A third point relates to the number of participants in the study. Variability in tDCS effects have led to calls for greatly increased sample sizes (Minarik et al., 2016). Our sample size (n = 10 or 11 per group) is comparable to several tDCS studies in the visual system that found significant effects (Walsh et al., 1998; Antal et al., 2004a) although it is smaller than a more recent study (n = 15) (Battaglini et al., 2017). The study was designed to test for a large effect of stimulation on learning, as has been reported for anodal tDCS to motor cortex during visuomotor learning (Reis et al., 2009; O’Shea et al., 2017). The null effects in our study do not exclude the possibility of a smaller effect that could be detected with a larger sample size.
One important, relatively neglected point in this discussion is that the end goal of much neuromodulation research is therapeutic. Here our motive for investigating tDCS was to advance the long-term goal of improving visual function in individual patients. For this to be practical, tDCS effects need to be measurable reliably in small samples, such as the single-case and small group designs that reflect the real-world challenges of clinical neuropsychology research and practice (Tikhonov et al., 2004). A small, but statistically significant effect that requires large populations to detect is unlikely to have measurable benefit at an individual level. Indeed, rehabilitation program for hemianopia that use similar training protocols to the one employed here (albeit for longer periods of time, e.g., 3 months) have effects sizes on the order of Cohen’s d > 2.5 (calculated from the data supplied in the published paper) (Cavanaugh and Huxlin, 2017). This reflects a consistent moderate improvement across participants on Humphrey visual fields, at a level considered clinically relevant in glaucoma patients (Tattersall et al., 2007). It is unknown to what extent adjunct brain stimulation might be expected to increase these effects.
Finally, multiple studies have shown that visual perceptual learning improves visual performance. We found no evidence that concurrent anodal tDCS to hMT+ accelerated perceptual learning or enhanced consolidation over a 5-day training period.
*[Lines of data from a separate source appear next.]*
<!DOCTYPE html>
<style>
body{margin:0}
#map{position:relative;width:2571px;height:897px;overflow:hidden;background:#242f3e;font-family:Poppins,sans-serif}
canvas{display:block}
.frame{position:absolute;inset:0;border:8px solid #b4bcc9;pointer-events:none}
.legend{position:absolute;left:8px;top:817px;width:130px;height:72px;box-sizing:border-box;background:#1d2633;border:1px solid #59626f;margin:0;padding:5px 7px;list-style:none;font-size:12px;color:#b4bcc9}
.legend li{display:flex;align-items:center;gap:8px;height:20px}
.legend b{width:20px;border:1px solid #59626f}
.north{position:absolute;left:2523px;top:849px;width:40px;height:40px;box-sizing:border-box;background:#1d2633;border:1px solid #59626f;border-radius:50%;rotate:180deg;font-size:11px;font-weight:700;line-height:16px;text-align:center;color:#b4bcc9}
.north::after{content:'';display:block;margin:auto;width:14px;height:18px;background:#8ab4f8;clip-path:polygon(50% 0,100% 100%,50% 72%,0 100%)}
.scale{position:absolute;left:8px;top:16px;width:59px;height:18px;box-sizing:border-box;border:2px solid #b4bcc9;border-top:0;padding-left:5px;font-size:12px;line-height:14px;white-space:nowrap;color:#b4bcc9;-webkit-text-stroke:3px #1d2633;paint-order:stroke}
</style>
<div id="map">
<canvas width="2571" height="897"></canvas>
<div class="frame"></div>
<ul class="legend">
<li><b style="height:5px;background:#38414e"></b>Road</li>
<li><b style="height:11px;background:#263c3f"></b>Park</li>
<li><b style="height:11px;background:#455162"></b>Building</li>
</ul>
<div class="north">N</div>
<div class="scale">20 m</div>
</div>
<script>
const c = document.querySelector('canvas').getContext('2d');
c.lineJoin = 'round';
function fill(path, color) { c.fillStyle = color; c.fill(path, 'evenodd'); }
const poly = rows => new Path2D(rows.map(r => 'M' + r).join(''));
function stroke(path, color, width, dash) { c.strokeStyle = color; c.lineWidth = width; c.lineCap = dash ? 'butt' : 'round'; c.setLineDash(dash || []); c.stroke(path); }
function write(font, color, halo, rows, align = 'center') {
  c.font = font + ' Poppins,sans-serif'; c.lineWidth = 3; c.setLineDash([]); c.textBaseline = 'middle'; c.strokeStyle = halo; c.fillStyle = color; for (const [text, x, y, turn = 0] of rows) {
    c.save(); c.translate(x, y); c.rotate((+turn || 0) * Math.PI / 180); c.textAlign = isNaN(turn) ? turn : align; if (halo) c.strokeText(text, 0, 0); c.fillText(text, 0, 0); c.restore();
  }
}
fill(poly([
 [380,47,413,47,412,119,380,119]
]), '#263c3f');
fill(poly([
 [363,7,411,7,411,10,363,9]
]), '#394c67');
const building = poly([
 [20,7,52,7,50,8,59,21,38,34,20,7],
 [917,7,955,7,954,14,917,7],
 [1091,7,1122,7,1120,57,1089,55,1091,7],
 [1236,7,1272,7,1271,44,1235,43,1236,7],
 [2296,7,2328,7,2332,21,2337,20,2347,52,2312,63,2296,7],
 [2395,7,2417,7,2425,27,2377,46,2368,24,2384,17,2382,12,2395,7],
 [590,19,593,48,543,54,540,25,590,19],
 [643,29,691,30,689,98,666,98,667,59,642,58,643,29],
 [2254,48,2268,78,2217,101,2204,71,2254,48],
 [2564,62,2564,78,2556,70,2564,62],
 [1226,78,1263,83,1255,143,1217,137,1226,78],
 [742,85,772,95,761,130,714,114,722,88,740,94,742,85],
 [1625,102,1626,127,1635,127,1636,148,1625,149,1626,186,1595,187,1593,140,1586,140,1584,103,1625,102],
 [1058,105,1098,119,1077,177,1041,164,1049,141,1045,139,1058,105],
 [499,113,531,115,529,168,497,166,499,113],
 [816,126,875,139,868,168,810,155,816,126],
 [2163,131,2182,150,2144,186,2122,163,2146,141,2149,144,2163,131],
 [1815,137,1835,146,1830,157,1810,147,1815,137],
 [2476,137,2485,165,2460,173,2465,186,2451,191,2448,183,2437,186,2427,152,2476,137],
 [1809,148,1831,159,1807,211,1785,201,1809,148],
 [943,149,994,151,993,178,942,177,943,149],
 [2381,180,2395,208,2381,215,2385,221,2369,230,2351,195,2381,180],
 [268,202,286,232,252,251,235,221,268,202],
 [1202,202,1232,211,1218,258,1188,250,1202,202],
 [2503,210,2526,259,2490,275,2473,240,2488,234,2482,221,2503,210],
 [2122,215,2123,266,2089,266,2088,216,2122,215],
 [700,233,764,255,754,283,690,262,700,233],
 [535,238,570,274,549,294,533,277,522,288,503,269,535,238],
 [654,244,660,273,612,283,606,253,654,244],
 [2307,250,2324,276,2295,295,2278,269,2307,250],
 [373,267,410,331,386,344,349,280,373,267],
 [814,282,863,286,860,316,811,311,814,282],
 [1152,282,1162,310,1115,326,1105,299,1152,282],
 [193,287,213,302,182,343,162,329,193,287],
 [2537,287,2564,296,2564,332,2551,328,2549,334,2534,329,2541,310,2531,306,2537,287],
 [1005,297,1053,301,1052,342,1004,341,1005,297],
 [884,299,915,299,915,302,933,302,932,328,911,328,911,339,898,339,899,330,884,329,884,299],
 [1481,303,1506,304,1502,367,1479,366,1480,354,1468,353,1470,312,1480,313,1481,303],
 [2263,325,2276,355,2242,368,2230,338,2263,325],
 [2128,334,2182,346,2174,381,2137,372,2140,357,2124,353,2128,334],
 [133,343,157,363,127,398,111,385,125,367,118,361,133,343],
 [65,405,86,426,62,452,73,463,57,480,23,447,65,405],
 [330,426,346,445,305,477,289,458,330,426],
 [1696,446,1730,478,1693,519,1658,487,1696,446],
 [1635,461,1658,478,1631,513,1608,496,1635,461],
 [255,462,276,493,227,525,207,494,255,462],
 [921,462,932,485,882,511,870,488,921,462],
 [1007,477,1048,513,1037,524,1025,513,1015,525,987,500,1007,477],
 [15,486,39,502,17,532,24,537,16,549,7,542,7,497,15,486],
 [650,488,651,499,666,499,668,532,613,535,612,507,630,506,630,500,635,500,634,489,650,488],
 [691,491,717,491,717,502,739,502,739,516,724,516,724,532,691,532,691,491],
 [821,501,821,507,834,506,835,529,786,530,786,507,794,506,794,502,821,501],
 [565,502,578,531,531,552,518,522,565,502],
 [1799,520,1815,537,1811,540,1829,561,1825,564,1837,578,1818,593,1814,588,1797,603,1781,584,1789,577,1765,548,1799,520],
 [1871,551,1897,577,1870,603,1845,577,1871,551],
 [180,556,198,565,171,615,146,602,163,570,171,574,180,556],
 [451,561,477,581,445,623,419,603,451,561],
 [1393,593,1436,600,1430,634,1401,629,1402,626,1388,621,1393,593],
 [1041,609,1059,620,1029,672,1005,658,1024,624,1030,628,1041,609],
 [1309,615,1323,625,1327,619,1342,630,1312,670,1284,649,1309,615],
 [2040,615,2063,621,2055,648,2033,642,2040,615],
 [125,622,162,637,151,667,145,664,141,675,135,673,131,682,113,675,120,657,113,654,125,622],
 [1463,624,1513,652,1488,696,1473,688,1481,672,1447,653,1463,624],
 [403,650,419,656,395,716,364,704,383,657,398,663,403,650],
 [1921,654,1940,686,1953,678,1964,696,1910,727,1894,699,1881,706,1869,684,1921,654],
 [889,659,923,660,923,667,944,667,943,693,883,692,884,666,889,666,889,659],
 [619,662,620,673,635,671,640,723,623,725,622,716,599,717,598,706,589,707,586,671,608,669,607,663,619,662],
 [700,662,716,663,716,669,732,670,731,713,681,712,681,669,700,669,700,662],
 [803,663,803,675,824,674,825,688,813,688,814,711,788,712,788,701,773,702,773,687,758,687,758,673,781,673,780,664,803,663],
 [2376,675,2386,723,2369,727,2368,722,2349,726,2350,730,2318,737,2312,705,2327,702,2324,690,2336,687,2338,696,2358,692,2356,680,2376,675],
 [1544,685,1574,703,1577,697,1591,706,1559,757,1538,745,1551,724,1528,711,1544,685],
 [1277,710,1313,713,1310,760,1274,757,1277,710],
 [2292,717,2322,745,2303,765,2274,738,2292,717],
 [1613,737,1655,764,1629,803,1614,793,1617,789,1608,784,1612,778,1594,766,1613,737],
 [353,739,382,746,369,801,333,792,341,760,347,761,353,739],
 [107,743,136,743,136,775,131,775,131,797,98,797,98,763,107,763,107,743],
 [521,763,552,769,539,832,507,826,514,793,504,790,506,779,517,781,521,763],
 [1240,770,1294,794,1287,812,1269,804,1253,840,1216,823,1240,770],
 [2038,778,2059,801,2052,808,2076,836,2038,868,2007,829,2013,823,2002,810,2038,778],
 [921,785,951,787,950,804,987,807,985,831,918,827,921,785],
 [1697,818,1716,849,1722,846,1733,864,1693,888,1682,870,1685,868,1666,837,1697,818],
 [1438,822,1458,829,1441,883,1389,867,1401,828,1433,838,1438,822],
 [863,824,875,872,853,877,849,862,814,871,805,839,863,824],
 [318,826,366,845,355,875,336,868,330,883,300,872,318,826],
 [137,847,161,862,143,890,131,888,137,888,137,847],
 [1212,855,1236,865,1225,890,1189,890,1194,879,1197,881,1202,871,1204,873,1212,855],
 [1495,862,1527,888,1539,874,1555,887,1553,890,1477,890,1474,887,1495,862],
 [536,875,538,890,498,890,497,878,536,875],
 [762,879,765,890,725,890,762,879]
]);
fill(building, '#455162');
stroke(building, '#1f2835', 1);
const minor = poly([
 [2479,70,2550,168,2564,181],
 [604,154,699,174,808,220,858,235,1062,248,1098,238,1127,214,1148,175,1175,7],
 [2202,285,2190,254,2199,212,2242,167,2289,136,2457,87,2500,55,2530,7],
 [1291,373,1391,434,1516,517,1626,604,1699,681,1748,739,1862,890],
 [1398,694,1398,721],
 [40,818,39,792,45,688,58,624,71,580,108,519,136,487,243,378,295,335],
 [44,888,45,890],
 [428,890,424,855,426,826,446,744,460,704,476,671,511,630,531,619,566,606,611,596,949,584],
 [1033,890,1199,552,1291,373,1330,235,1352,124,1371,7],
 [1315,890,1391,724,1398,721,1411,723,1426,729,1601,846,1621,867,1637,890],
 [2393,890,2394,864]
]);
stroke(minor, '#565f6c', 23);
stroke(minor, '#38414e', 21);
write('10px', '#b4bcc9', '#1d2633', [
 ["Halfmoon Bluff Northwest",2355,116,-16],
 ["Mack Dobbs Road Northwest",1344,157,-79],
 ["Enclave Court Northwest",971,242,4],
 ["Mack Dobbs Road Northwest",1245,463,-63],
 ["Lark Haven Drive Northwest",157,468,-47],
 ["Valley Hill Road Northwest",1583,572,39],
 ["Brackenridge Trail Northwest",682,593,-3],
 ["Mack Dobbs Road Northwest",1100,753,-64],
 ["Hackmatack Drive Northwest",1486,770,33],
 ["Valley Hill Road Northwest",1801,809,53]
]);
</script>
It is possible that the training itself induced a ceiling effect in these young participants with a healthy visual system.
Although tDCS in these healthy participants did not improve visual motion discrimination, this does not rule out the possibility of a beneficial effect of the same intervention in a patient group. In healthy, sighted participants the main thalamocortical projection from the retina to V1 is intact. In contrast, patients with damage to the primary visual cortex must rely on other connections to convey retinal information to the visual cortex.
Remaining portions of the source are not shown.